Ashley Kennedy, co-owner of Sheridan Dairy, has embraced technology to help her care for her dairy cows. “Technology has been wonderful for our farm,” says Kennedy. “We use computers to help us track what happens on the farm, even to help us better care for our cows.”
With 240 dairy cows to care for, Kennedy and her husband, Eric, have their hands full.
“My job mainly focuses on taking care of the babies. I make sure they are well fed, healthy and happy,” she says.
Robo collars and Fitbits?
In addition to her and her husband, they have two full-time and two part-time employees to help oversee the farm. They work with her parents to grow the crops that provide the feed for the cows–and they have a little help from some technology as well.
Sheridan Dairy makes use of both robotic milking units and robotic calf feeders.
“The robotic milkers are open for business 24 hours a day so the cows get to pick their schedule and be milked whenever they want,” she explains. “When a cow walks into the robot, the computer collects over 100 pieces of information about the cow, monitoring things like her temperature and even how much food she eats, all while collecting milk from the cow.”
The cows also have fitbits in their collars to help monitor their activity levels.
The technology used at Sheridan Dairy has given Kennedy and her family much more flexibility in their schedules.
“Before the robots, we were tied to milking cows at specific times, which was hard when something came up or if we had a family event.”
According to Kennedy, someone always had to make themselves available to milk the cows. “Now, the cows are free to milk themselves when they want to, so if we can’t be there at a specific time, they can still get the relief they need and we can still log their data.”
Of course, technology can’t do everything, and it isn’t something Kennedy solely relies on for information about her cows. “We are still working with cows, and technology just can’t replace cow-to-human contact.”

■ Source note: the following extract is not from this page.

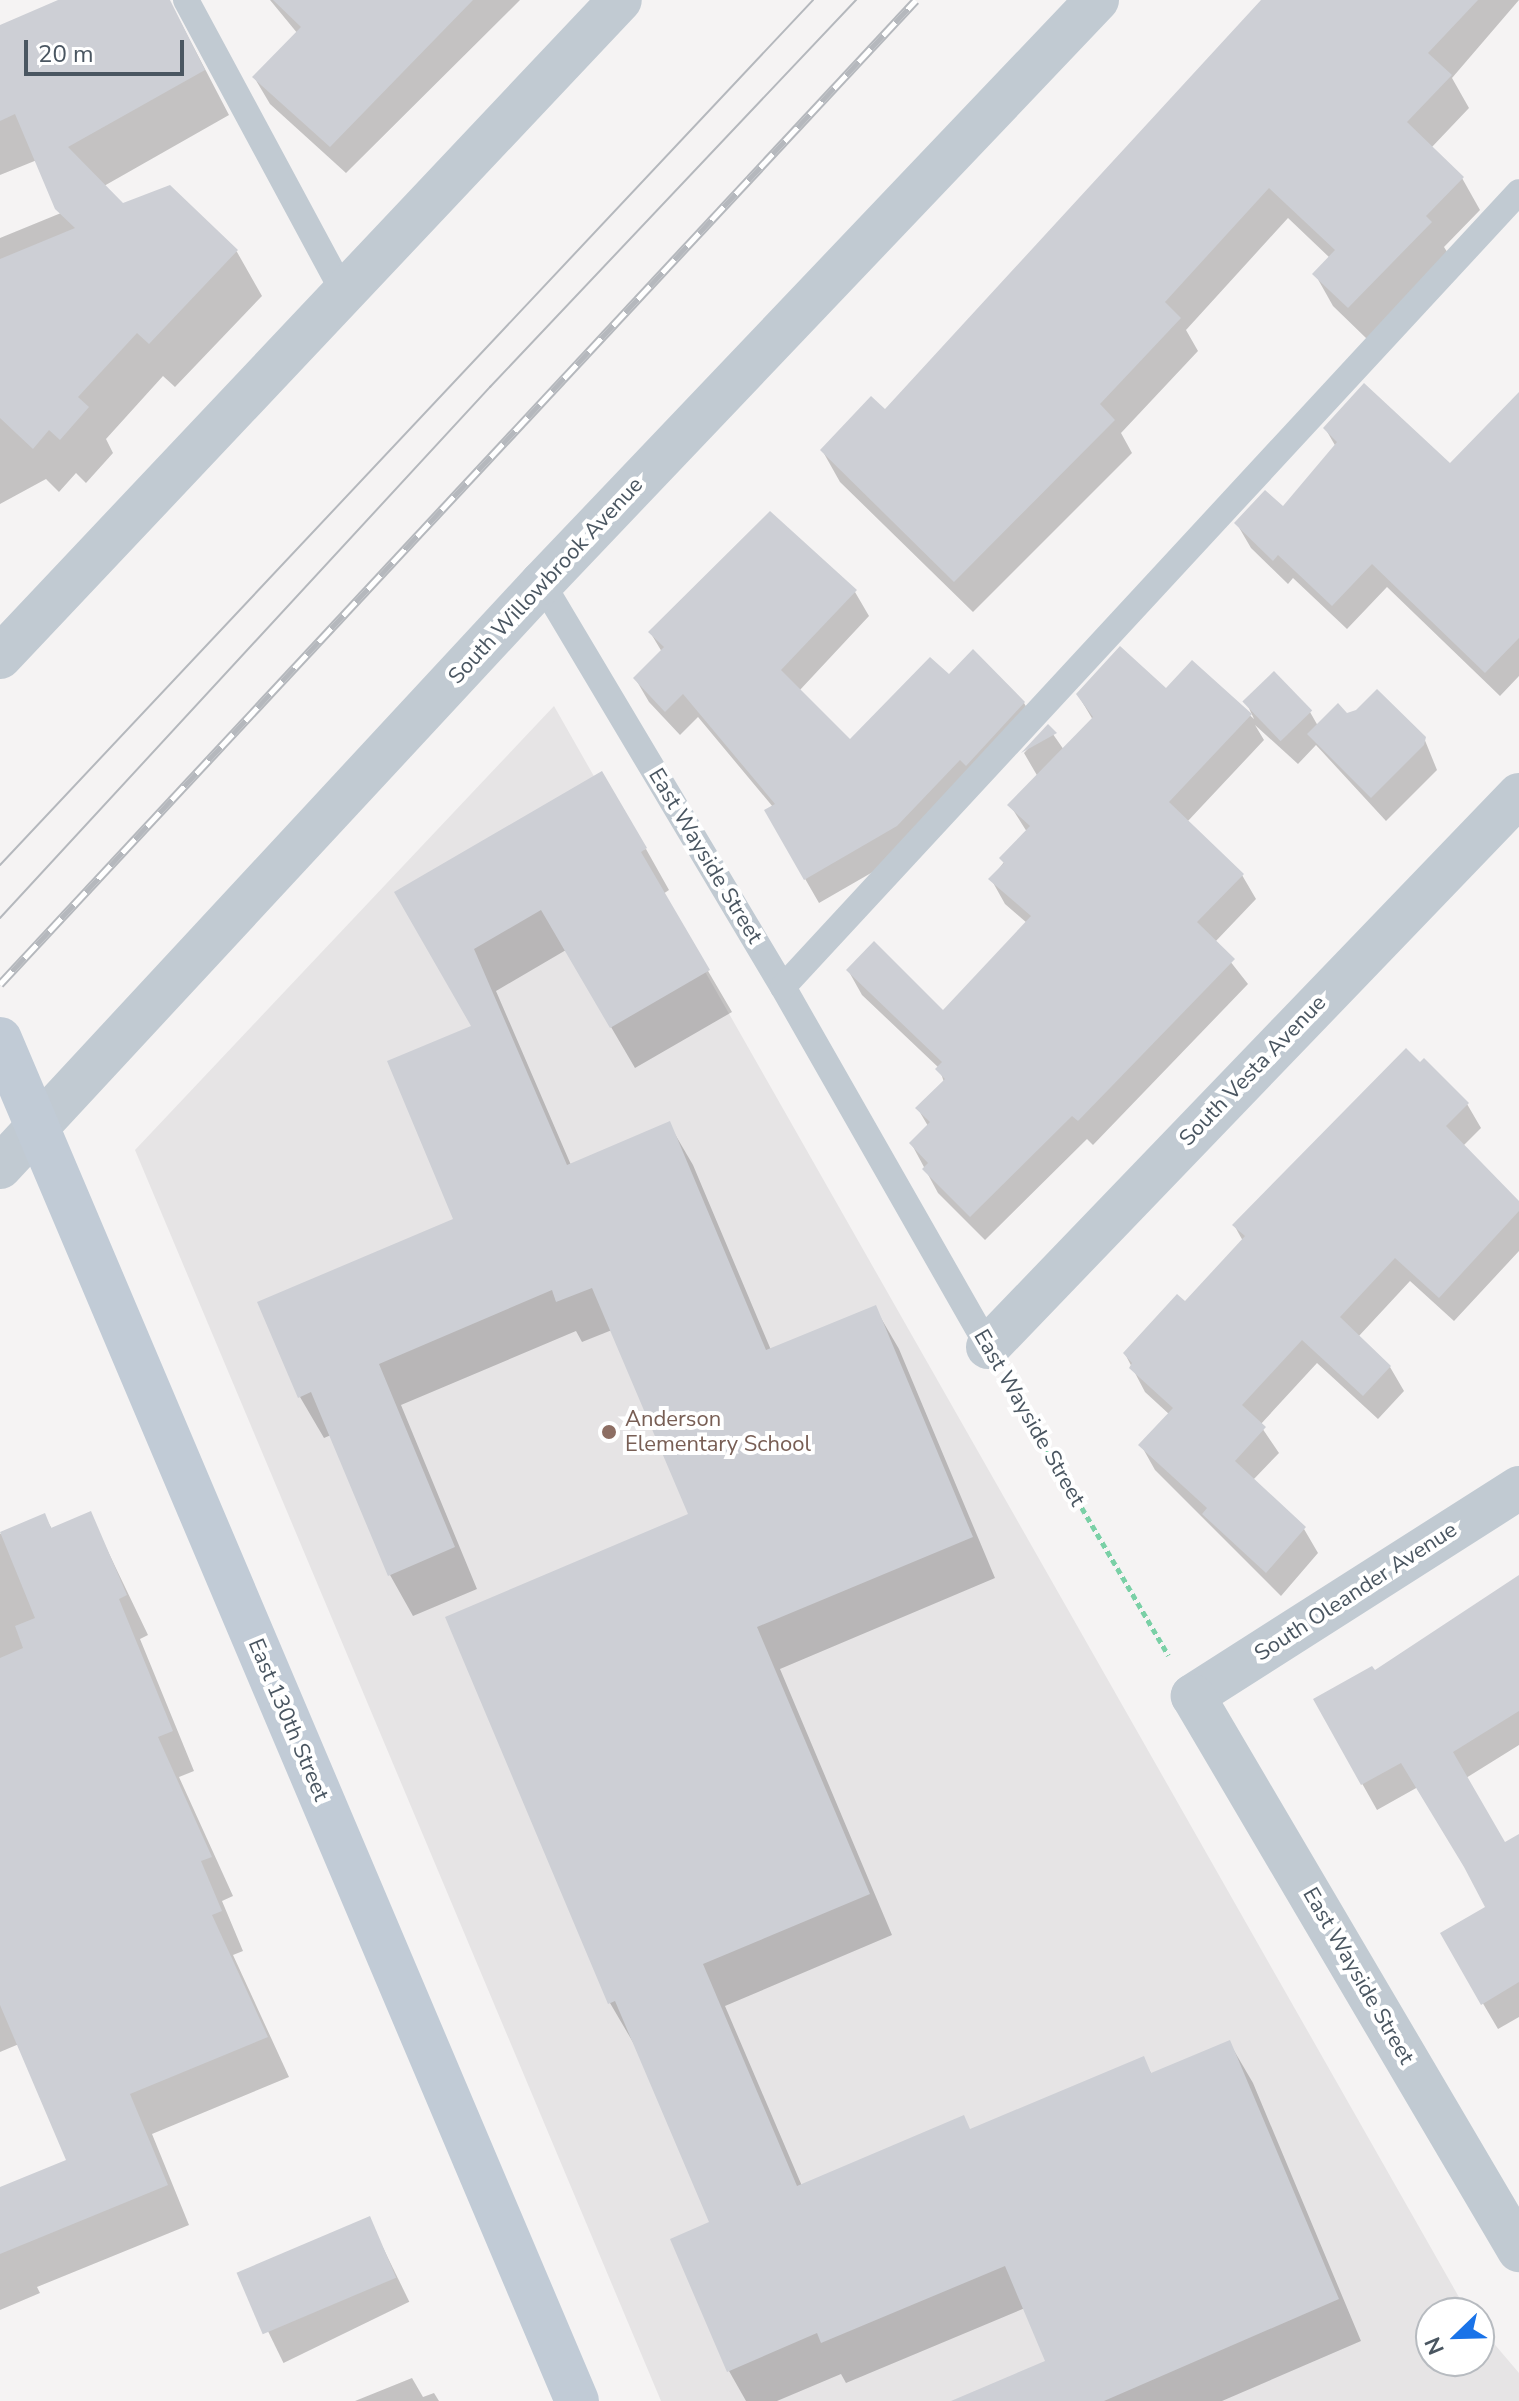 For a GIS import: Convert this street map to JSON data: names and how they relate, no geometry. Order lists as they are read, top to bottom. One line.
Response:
{"streets":{"street":["South Willowbrook Avenue","East Wayside Street","South Vesta Avenue","South Oleander Avenue","East 130th Street"]},"crossings":[["South Willowbrook Avenue","East Wayside Street"],["South Willowbrook Avenue","East 130th Street"],["East Wayside Street","South Vesta Avenue"],["East Wayside Street","South Oleander Avenue"]],"places":["Anderson Elementary School"],"scale_bar":"20 m","north":"bottom left"} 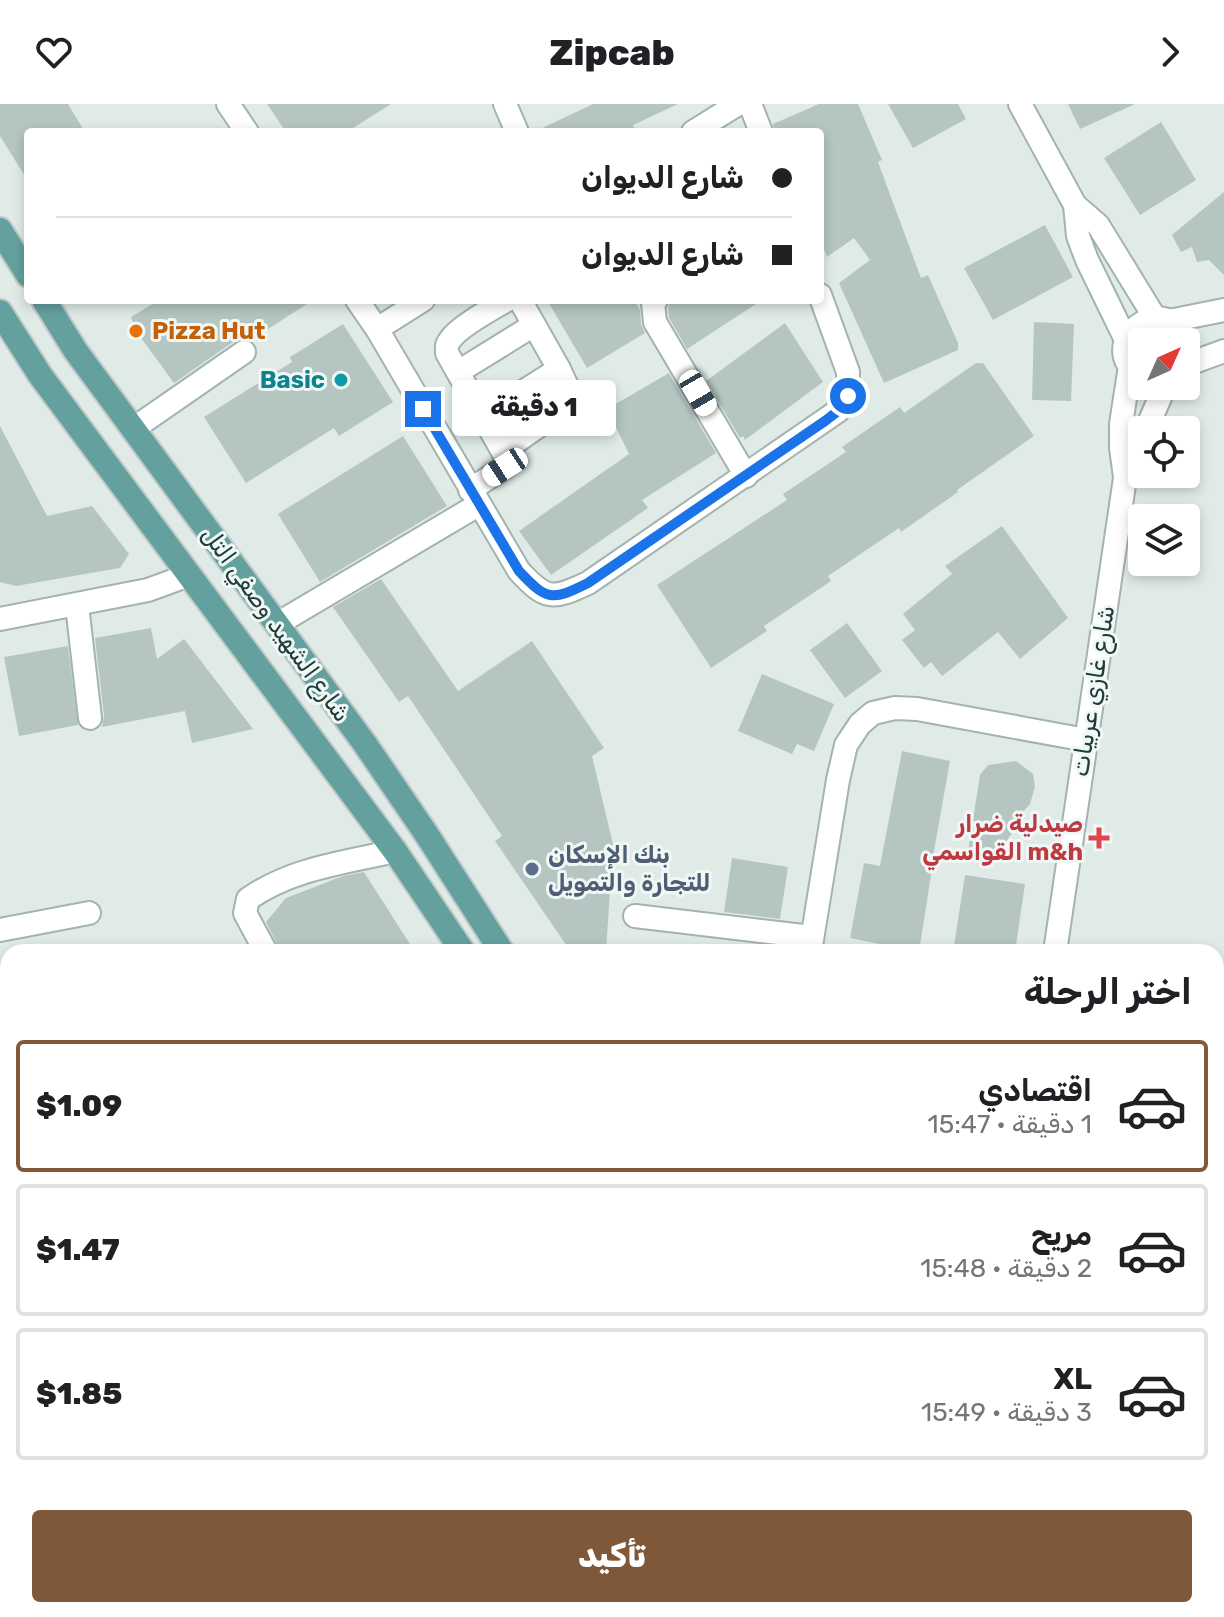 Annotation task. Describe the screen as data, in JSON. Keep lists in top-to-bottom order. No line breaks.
{"streets":{"main road":["شارع الشهيد وصفي التل"],"street":["شارع غازي عربيات"]},"places":{"other":["Pizza Hut","Basic","بنك الإسكان للتجارة والتمويل"],"health":["صيدلية ضرار القواسمي m&h"]},"north":"top right","page":{"header":"Zipcab","banner":["شارع الديوان","شارع الديوان"],"bubble":"1 دقيقة","heading":"اختر الرحلة","list":[{"name":"اقتصادي","note":"1 دقيقة · 15:47","value":"$1.09"},{"name":"مريح","note":"2 دقيقة · 15:48","value":"$1.47"},{"name":"XL","note":"3 دقيقة · 15:49","value":"$1.85"}],"buttons":"تأكيد"}}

She and her husband still check up on both the robots and the cows. “We take suggestions from the computer, but we still go out and look at the cows multiple times per day,” says Kennedy. “We watch them closely. Honestly, a human is still the best for identifying a sick cow and what they might need.”
Benefit for farmers and cows
Kennedy and her husband use technology in ways that can help alleviate the workload and better care for their cows. “There’s definitely a balance. I don’t use technology for every little thing,” she says, adding that her desk is covered in handwritten notes. “Often, my husband and I sit down and talk about whether something is working or not and, if it isn’t working, why it isn’t. Then we talk about alternatives and try to find ways to do it better.”
When it comes to using technology on their farm, Kennedy notes that the health and happiness of the cows is her top priority. “We truly appreciate our customers and we work hard to make a safe, wholesome product for your family,” says Kennedy. “I buy my milk at the grocery store just like you do and I want to make sure what I feed my family is safe. It’s important to me that milk is safe and healthy for everyone. The best way to make a safe, healthy product is to make sure our cows are healthy and well cared for and that’s what we do, every day.”